Only one stretch of the data below is wanted: the lines starting at the one with "function trace(path, color, width, dash)" and ending at the one with "ctx.rotate((+turn || 0) * Math.PI / 180);", both included, given again exactly.

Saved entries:
★ ★ ★ ★ ★ ★ ★

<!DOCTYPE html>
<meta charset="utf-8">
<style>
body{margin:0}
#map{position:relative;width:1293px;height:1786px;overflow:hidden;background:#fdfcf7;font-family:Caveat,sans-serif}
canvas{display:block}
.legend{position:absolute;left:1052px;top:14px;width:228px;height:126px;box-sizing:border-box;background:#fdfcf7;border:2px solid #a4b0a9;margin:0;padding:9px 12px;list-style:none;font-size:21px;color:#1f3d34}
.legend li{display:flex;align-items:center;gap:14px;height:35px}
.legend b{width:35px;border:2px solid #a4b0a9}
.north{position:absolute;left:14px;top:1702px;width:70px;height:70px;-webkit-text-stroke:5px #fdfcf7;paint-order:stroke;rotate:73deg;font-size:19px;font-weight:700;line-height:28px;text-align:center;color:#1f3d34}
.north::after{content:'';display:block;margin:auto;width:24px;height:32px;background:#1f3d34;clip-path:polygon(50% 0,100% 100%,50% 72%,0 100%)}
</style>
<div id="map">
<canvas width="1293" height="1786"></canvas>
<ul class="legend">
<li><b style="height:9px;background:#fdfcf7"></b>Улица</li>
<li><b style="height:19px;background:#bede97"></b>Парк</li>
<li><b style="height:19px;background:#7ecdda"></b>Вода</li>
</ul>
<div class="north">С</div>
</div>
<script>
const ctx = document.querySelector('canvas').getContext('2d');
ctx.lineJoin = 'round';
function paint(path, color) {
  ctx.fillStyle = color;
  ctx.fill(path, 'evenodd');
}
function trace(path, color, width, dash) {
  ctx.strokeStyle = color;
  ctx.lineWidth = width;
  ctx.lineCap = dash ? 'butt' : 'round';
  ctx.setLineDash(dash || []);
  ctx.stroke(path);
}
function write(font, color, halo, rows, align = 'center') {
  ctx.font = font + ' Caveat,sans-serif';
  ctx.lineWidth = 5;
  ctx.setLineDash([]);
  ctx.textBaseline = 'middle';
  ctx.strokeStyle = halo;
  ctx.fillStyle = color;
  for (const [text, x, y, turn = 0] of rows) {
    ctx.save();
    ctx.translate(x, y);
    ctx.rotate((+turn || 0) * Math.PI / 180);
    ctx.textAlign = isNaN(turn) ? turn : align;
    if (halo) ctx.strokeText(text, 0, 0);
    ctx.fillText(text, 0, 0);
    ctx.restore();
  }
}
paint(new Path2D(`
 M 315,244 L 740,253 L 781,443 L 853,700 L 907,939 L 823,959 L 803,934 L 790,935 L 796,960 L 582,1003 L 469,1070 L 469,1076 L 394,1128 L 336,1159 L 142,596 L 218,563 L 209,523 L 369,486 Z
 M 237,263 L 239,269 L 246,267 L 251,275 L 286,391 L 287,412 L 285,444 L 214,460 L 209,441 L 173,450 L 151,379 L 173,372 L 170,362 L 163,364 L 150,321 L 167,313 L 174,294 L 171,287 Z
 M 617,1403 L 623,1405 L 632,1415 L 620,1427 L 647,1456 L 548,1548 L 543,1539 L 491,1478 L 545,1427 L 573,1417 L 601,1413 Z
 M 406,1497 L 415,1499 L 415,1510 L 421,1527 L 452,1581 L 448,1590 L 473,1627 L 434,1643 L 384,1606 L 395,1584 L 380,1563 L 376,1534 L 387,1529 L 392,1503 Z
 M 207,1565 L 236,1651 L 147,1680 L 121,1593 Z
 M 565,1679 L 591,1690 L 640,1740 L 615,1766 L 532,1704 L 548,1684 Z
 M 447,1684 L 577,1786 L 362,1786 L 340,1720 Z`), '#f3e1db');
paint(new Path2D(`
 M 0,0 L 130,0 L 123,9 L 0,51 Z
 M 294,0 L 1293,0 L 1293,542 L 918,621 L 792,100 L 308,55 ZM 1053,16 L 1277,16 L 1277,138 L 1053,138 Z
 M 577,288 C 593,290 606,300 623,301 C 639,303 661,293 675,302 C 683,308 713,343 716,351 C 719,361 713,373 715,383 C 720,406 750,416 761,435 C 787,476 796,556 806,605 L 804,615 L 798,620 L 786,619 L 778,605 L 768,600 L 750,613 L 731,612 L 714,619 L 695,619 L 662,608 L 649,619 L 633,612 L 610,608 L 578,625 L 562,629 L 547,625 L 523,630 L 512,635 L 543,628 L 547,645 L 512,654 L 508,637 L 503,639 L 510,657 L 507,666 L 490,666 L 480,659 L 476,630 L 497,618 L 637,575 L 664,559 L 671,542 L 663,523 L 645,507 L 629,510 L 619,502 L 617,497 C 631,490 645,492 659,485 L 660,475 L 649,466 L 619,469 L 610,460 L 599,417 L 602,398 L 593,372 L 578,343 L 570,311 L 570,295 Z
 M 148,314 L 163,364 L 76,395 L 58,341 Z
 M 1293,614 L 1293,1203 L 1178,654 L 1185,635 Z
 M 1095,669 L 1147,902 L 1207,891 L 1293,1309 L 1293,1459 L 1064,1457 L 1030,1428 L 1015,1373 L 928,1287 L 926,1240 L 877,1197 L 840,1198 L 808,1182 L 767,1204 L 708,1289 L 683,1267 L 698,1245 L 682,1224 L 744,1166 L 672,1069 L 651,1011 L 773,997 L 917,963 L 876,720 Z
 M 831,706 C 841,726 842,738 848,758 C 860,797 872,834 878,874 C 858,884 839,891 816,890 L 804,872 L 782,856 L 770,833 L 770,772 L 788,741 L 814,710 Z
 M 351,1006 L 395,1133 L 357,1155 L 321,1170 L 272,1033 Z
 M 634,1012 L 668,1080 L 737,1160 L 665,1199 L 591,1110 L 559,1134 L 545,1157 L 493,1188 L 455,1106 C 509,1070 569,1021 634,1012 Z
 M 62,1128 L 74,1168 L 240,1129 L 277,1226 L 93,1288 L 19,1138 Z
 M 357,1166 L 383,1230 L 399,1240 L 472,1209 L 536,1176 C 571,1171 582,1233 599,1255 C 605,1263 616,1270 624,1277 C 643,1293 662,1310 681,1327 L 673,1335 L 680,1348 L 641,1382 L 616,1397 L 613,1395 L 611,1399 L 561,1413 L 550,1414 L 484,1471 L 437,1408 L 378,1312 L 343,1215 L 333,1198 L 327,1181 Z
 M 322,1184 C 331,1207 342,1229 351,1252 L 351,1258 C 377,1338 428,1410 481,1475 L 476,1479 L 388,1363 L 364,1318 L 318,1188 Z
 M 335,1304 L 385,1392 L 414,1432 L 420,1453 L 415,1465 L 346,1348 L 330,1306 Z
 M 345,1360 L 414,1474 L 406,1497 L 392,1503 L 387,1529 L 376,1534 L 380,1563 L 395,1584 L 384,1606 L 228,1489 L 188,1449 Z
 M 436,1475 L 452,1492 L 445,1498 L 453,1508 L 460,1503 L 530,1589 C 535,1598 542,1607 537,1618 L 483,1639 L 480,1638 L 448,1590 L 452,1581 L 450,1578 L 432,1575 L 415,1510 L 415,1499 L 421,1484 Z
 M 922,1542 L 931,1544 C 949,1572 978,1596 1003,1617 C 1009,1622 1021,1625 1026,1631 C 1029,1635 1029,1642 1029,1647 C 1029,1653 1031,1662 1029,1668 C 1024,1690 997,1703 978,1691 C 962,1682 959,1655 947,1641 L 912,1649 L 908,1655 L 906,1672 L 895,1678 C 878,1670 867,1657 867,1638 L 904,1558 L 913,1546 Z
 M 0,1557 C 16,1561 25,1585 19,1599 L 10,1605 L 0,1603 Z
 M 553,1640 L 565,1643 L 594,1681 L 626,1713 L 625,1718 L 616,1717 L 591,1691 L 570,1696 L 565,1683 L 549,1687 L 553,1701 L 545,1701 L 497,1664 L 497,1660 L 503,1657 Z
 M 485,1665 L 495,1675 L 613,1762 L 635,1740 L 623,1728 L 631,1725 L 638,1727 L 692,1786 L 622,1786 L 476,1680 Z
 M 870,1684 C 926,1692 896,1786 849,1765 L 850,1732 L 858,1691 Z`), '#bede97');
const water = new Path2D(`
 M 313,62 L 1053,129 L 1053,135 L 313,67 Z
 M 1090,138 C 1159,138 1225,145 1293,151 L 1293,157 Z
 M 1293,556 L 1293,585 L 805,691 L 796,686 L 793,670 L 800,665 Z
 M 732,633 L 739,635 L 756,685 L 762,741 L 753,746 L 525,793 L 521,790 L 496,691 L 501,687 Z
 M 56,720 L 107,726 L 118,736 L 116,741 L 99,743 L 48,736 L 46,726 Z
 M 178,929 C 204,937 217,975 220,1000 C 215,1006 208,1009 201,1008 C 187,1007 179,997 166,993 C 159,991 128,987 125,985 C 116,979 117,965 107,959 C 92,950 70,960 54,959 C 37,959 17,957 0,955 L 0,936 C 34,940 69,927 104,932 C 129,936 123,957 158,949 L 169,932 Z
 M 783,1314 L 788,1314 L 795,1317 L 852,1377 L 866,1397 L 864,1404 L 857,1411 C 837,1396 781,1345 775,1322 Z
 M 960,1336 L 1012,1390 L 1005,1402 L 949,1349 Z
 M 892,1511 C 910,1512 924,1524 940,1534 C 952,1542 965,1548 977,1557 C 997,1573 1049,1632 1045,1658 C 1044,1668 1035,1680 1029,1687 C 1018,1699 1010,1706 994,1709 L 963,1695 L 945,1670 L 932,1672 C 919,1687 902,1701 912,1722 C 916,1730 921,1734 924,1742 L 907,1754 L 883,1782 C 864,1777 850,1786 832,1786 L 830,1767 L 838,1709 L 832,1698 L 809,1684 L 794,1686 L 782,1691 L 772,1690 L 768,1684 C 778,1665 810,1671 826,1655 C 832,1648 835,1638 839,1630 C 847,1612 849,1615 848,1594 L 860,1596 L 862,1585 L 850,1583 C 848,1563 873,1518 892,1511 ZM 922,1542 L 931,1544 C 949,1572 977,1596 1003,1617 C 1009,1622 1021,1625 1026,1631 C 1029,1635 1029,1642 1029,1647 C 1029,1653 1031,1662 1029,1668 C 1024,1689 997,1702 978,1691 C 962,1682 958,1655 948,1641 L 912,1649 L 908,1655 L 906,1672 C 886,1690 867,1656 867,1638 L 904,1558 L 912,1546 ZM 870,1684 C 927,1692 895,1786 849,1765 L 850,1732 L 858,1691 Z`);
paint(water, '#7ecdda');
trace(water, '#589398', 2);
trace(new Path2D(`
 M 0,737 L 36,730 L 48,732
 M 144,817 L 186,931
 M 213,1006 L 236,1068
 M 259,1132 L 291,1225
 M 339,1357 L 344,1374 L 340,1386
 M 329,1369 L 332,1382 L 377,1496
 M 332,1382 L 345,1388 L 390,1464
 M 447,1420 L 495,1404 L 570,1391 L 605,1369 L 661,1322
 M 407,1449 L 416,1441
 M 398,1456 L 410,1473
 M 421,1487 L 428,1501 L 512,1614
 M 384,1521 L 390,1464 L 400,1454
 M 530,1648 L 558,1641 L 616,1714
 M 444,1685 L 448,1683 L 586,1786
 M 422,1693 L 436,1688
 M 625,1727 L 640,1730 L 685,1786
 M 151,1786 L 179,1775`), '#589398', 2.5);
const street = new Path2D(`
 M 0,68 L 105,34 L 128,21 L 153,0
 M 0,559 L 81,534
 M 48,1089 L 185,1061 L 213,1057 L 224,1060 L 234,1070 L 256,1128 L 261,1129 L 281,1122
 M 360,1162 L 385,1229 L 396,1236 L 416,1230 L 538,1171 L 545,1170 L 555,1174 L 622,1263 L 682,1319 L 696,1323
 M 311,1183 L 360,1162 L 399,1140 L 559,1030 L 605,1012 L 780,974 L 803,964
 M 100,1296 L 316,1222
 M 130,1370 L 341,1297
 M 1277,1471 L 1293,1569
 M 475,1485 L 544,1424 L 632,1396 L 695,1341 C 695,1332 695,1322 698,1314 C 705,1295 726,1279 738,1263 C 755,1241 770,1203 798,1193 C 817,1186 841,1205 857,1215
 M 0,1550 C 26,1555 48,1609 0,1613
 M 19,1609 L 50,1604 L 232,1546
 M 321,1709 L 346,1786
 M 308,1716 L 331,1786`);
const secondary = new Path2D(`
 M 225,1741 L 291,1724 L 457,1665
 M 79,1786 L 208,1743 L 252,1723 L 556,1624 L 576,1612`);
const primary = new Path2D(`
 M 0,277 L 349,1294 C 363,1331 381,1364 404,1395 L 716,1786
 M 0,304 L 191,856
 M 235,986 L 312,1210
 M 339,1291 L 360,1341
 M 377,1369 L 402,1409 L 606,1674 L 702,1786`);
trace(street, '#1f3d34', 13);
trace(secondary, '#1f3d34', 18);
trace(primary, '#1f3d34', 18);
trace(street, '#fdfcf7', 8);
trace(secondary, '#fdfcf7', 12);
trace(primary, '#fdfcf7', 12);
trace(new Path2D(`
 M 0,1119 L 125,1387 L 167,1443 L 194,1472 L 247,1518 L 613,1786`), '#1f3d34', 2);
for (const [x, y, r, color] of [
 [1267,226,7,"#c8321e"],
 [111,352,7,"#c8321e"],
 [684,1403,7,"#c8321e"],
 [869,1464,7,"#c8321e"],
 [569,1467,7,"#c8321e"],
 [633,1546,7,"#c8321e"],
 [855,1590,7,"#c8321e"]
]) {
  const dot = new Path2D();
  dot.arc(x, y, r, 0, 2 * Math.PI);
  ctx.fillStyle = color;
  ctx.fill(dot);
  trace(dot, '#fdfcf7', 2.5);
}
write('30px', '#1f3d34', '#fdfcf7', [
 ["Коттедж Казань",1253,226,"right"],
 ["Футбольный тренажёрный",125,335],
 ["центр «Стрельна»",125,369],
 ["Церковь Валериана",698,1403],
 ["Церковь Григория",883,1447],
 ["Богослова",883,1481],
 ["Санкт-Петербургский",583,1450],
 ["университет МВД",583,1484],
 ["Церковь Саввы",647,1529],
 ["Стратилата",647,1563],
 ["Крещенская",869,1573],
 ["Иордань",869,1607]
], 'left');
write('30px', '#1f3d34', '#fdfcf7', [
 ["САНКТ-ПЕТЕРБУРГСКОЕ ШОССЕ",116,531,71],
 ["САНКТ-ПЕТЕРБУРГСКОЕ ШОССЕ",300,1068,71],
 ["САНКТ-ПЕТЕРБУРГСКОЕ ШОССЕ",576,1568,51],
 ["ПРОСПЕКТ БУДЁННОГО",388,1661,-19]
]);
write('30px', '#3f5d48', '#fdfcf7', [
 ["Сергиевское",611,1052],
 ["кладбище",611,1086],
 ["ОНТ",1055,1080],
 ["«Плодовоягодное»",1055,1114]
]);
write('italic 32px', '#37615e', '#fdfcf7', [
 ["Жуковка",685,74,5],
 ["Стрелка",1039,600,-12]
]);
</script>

★ ★ ★ ★ ★ ★ ★

(Solution to the exercise)
function trace(path, color, width, dash) {
  ctx.strokeStyle = color;
  ctx.lineWidth = width;
  ctx.lineCap = dash ? 'butt' : 'round';
  ctx.setLineDash(dash || []);
  ctx.stroke(path);
}
function write(font, color, halo, rows, align = 'center') {
  ctx.font = font + ' Caveat,sans-serif';
  ctx.lineWidth = 5;
  ctx.setLineDash([]);
  ctx.textBaseline = 'middle';
  ctx.strokeStyle = halo;
  ctx.fillStyle = color;
  for (const [text, x, y, turn = 0] of rows) {
    ctx.save();
    ctx.translate(x, y);
    ctx.rotate((+turn || 0) * Math.PI / 180);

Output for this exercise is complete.